:: Exercise description ::
In the data that follows, find each line containing "Drive" and copy it.

:: Records for this task ::
=== Section Start ===
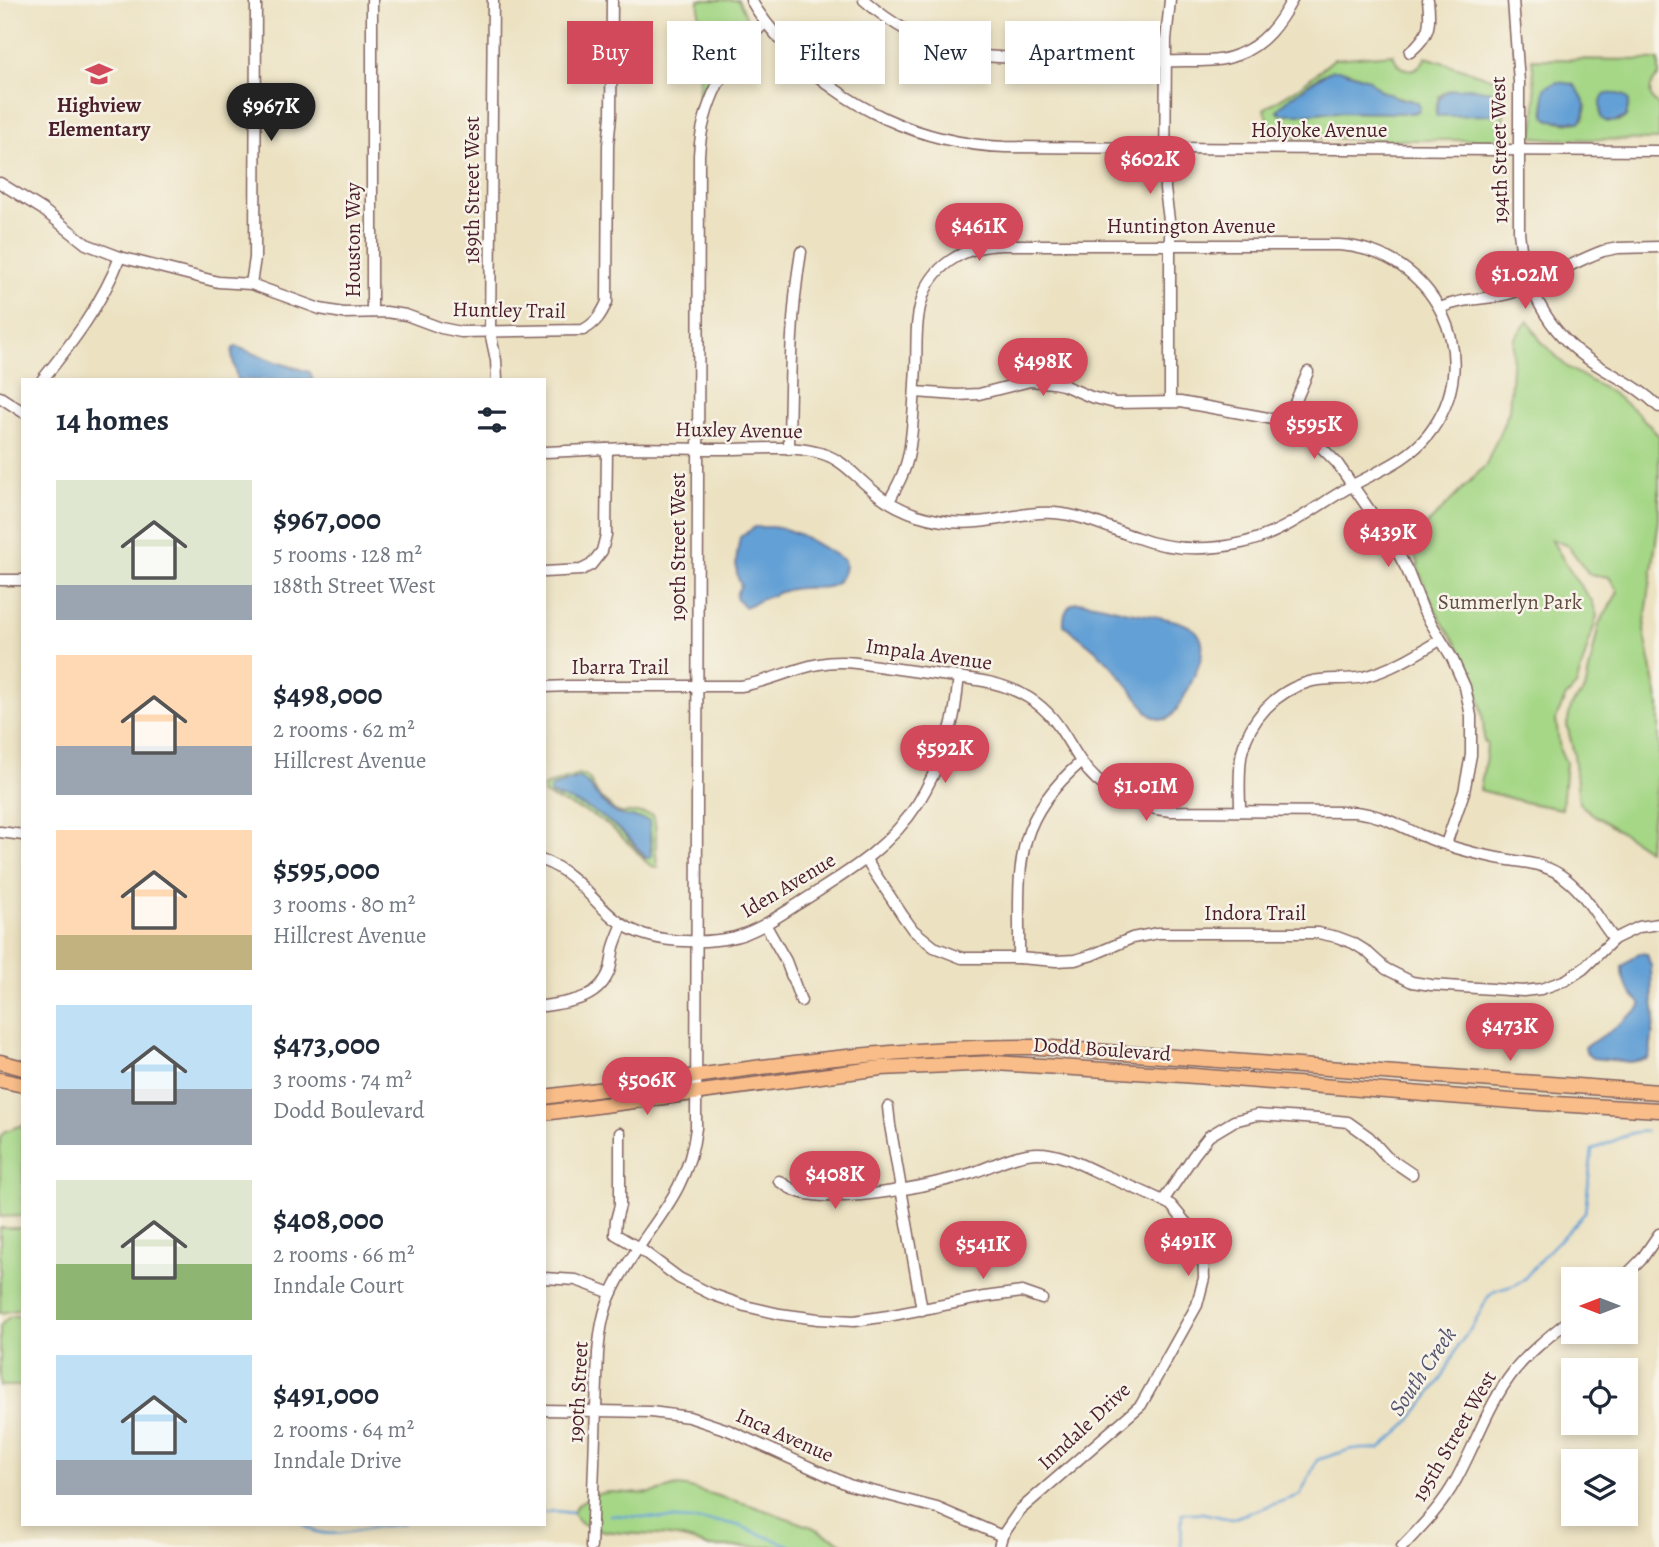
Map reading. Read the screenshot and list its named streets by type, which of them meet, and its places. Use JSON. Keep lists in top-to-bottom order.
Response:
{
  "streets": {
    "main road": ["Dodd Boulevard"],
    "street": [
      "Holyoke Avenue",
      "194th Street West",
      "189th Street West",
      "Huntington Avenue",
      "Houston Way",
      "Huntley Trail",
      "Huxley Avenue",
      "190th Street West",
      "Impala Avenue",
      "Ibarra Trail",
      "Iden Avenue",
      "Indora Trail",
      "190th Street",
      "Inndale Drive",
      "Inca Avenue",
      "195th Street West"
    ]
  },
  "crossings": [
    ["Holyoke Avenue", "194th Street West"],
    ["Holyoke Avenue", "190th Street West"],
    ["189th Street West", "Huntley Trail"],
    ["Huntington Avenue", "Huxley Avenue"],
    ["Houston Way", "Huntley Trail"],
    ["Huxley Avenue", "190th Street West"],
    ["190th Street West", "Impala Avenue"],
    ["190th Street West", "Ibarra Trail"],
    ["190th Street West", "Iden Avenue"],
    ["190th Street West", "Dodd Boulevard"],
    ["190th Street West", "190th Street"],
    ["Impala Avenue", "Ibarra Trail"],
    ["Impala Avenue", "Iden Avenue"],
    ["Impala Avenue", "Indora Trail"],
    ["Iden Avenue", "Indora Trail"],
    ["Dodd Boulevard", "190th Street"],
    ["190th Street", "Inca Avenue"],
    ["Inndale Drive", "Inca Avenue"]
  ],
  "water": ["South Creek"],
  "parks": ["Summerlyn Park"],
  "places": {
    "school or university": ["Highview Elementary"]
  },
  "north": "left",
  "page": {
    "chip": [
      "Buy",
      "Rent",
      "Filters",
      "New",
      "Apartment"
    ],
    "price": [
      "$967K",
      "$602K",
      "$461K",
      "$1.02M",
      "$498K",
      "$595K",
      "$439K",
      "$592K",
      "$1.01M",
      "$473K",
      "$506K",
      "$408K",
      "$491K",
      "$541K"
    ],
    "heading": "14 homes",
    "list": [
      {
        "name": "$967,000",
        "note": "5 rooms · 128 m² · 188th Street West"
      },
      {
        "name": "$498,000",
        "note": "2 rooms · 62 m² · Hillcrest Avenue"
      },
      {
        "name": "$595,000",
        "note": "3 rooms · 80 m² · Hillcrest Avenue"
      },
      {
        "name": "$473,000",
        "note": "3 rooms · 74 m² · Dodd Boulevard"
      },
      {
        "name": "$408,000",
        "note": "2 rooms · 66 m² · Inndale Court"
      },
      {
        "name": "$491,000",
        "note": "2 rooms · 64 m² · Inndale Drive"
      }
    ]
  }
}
=== Section End ===
:: Answer to this problem ::
      "Inndale Drive",
    ["Inndale Drive", "Inca Avenue"]
        "note": "2 rooms · 64 m² · Inndale Drive"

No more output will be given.